** Data provided follows **
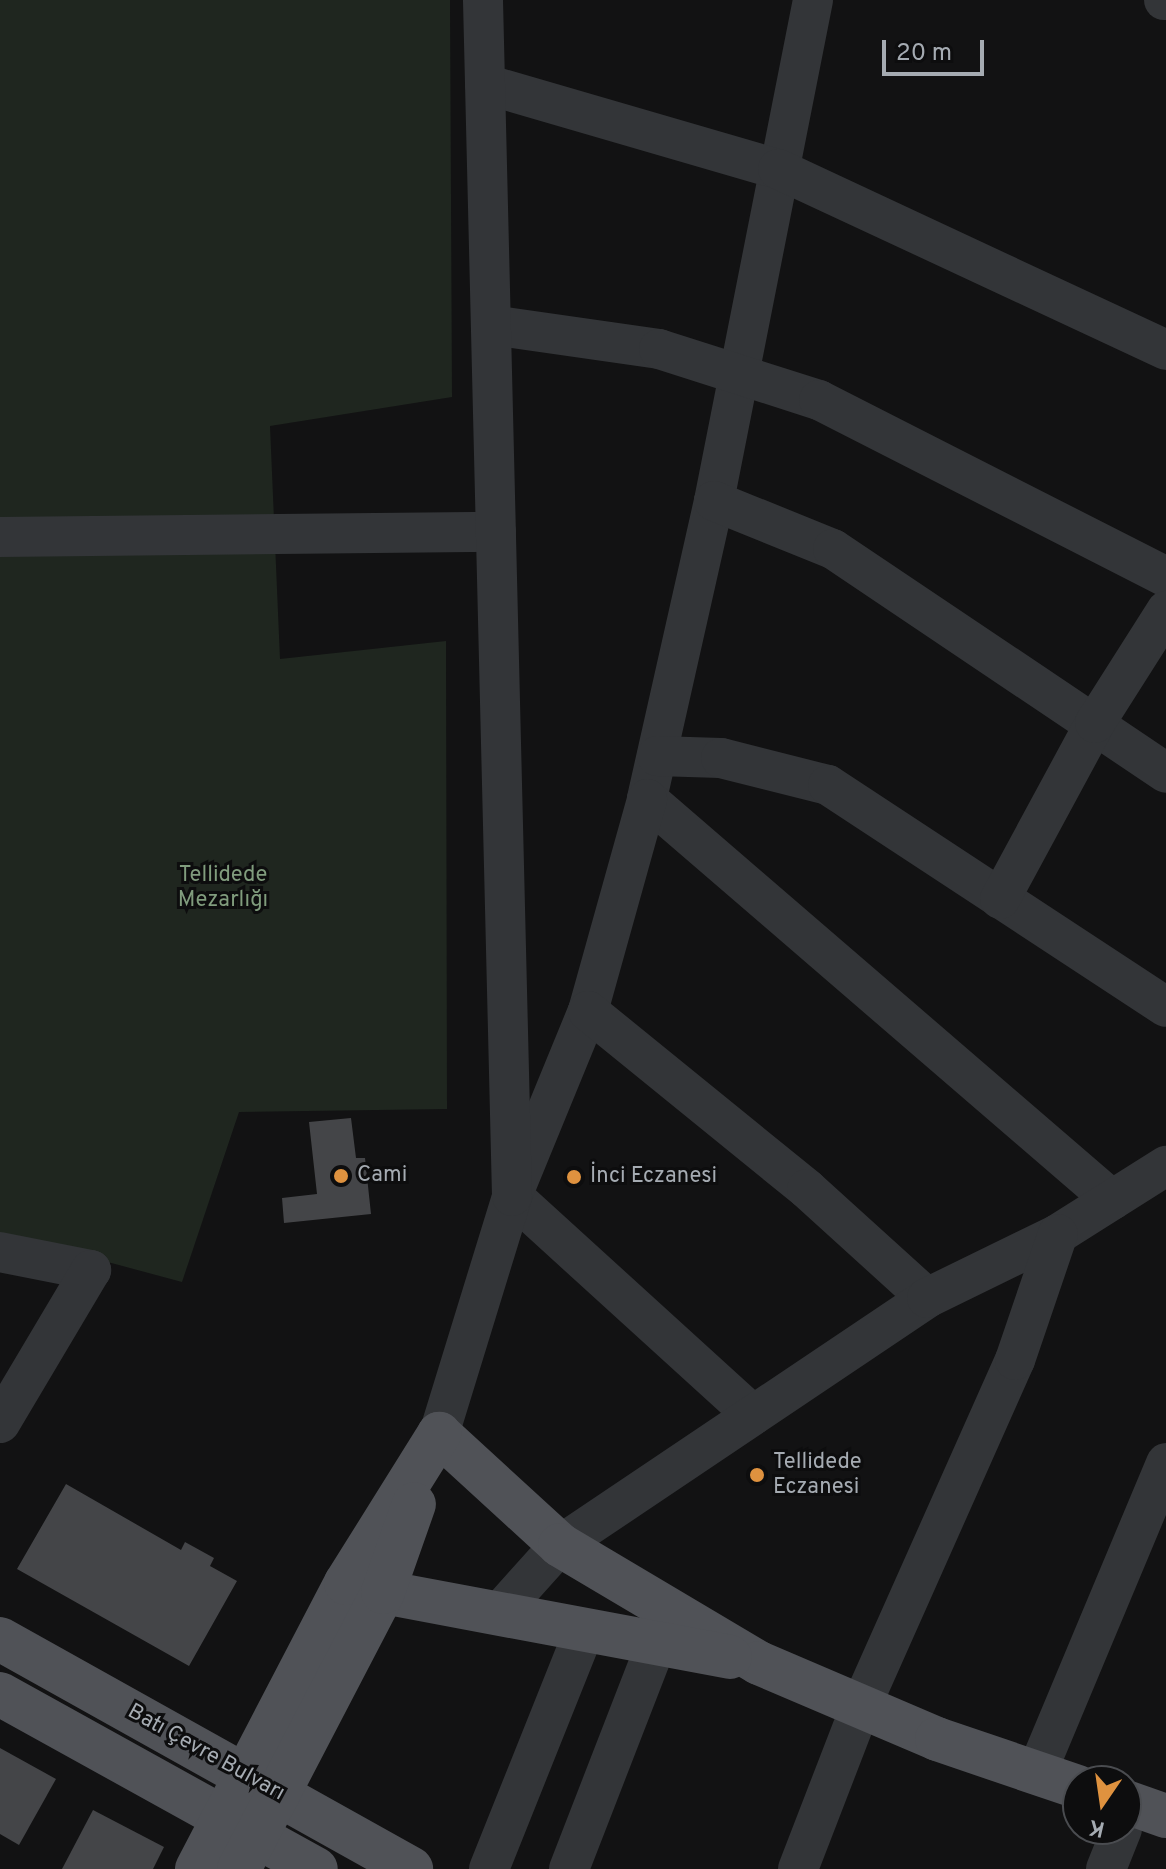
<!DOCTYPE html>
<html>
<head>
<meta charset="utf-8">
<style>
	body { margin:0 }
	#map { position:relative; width:1166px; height:1869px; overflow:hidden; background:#121213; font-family:Overpass,sans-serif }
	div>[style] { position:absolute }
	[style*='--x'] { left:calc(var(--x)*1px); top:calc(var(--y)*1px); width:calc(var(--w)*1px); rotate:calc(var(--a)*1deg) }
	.green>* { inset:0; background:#1f261f }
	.building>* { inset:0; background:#444548 }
	.minor>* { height:40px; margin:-20px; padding:0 20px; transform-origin:20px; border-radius:20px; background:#333538 }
	.major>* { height:44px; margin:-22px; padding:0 22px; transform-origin:22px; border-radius:22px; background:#505257 }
	.dots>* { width:22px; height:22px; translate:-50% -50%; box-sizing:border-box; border:4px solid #0d0d0e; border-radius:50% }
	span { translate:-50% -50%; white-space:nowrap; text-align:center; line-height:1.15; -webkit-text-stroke:6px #0d0d0e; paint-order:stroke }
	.park-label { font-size:22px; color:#809c7d }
	.poi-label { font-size:22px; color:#a5abb2 }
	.left { translate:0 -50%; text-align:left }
	.street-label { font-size:22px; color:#a5abb2 }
	.north { position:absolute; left:1062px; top:1765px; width:80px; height:80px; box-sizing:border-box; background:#0d0d0e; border:2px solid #4a4c50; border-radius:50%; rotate:193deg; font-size:22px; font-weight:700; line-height:32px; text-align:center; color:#a5abb2 }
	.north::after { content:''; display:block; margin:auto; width:28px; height:36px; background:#df923f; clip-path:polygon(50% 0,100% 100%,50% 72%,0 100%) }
	.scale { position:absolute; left:882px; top:40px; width:102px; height:36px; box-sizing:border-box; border:4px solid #a5abb2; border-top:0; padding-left:10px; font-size:24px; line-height:28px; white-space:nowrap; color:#a5abb2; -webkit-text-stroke:6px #0d0d0e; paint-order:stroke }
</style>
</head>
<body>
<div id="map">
	<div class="green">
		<i style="clip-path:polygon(0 0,450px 0,452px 397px,270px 426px,280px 659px,446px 641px,447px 1109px,239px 1112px,182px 1282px,0 1233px)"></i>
	</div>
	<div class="building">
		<i style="clip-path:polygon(351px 1118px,356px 1158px,365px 1158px,371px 1214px,284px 1223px,282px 1198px,317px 1194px,309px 1122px)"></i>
		<i style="clip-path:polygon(66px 1484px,181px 1550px,185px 1542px,214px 1558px,210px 1566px,237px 1581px,189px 1666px,17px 1569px)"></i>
		<i style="clip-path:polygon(0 1748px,56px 1779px,19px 1845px,0 1834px)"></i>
		<i style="clip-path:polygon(93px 1810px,164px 1847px,153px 1869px,62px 1869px)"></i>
	</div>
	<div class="minor">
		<i style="--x:813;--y:0;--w:511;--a:101.18"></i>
		<i style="--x:714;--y:501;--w:305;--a:102.7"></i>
		<i style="--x:647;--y:799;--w:614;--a:40.77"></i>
		<i style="--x:1164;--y:0;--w:2;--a:0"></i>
		<i style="--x:485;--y:84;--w:305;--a:16.2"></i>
		<i style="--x:778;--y:169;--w:428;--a:25"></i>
		<i style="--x:491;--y:325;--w:170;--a:8.1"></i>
		<i style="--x:659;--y:349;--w:168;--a:17.7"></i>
		<i style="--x:819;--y:400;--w:390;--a:27"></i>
		<i style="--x:714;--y:501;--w:128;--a:22"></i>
		<i style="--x:833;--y:549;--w:401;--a:33.9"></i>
		<i style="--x:0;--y:537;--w:496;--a:-0.6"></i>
		<i style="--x:657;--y:756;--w:64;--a:1.8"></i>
		<i style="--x:721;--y:758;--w:110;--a:14.2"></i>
		<i style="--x:828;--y:785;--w:404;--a:33.3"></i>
		<i style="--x:1000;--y:899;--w:200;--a:-61.6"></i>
		<i style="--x:1095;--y:723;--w:133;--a:-57.6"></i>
		<i style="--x:588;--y:1011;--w:220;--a:-74.4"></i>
		<i style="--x:0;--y:1252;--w:93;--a:11.2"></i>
		<i style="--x:91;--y:1270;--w:178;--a:120.7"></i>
		<i style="--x:753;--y:1415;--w:326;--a:-137.7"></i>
		<i style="--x:512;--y:1196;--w:200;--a:-67.7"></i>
		<i style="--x:588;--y:1011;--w:282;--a:39.1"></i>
		<i style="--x:807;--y:1189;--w:162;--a:42.2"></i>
		<i style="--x:439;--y:1434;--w:249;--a:-72.9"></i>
		<i style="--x:512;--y:1196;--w:1196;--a:-91.39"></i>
		<i style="--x:499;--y:1613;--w:91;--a:-48.1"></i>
		<i style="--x:560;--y:1545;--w:442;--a:-33.9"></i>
		<i style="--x:927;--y:1298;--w:146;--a:-26"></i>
		<i style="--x:1058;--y:1234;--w:128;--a:-32.2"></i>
		<i style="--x:1036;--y:1774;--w:337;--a:-67.3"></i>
		<i style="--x:489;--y:1869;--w:258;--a:-68.2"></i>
		<i style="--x:569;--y:1869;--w:243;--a:-68.8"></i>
		<i style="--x:798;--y:1869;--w:173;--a:-68.9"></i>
		<i style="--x:860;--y:1708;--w:381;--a:-66"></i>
		<i style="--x:1015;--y:1360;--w:133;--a:-71.2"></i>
		<i style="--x:1106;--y:1869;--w:43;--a:-68.2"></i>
	</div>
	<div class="major">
		<i style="--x:439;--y:1434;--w:164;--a:42.5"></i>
		<i style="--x:560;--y:1545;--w:231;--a:30.7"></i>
		<i style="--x:759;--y:1663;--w:194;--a:23.1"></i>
		<i style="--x:937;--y:1739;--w:149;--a:18.8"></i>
		<i style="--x:383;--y:1592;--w:353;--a:10.6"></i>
		<i style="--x:0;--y:1639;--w:471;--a:29.2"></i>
		<i style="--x:0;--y:1694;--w:361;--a:29"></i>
		<i style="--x:1126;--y:1802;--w:42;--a:19.3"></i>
		<i style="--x:197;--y:1869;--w:322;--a:-62.5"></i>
		<i style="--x:346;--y:1583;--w:176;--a:-58"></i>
		<i style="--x:239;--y:1869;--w:312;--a:-62.5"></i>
		<i style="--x:383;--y:1592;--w:93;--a:-70.6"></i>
	</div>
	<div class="dots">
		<i style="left:341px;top:1176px;background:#df923f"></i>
		<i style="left:574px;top:1177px;background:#df923f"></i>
		<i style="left:757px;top:1475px;background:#df923f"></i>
	</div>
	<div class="park-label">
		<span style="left:223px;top:888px">Tellidede<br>Mezarlığı</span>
	</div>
	<div class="poi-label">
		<span class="left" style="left:357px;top:1176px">Cami</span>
		<span class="left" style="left:590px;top:1177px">İnci Eczanesi</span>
		<span class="left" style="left:773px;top:1475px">Tellidede<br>Eczanesi</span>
	</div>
	<div class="street-label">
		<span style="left:206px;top:1753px;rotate:29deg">Batı Çevre Bulvarı</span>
	</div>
	<div class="north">K</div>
	<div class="scale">20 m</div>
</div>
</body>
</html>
** End of Data provided **
§ **Brief**
Exactly as they appear, print the lines of the listing above from its first line through the line that contains "width:22px; height:22px; translate:-50%", minus the pictures.

§ **Result for this task**
<!DOCTYPE html>
<html>
<head>
<meta charset="utf-8">
<style>
	body { margin:0 }
	#map { position:relative; width:1166px; height:1869px; overflow:hidden; background:#121213; font-family:Overpass,sans-serif }
	div>[style] { position:absolute }
	[style*='--x'] { left:calc(var(--x)*1px); top:calc(var(--y)*1px); width:calc(var(--w)*1px); rotate:calc(var(--a)*1deg) }
	.green>* { inset:0; background:#1f261f }
	.building>* { inset:0; background:#444548 }
	.minor>* { height:40px; margin:-20px; padding:0 20px; transform-origin:20px; border-radius:20px; background:#333538 }
	.major>* { height:44px; margin:-22px; padding:0 22px; transform-origin:22px; border-radius:22px; background:#505257 }
	.dots>* { width:22px; height:22px; translate:-50% -50%; box-sizing:border-box; border:4px solid #0d0d0e; border-radius:50% }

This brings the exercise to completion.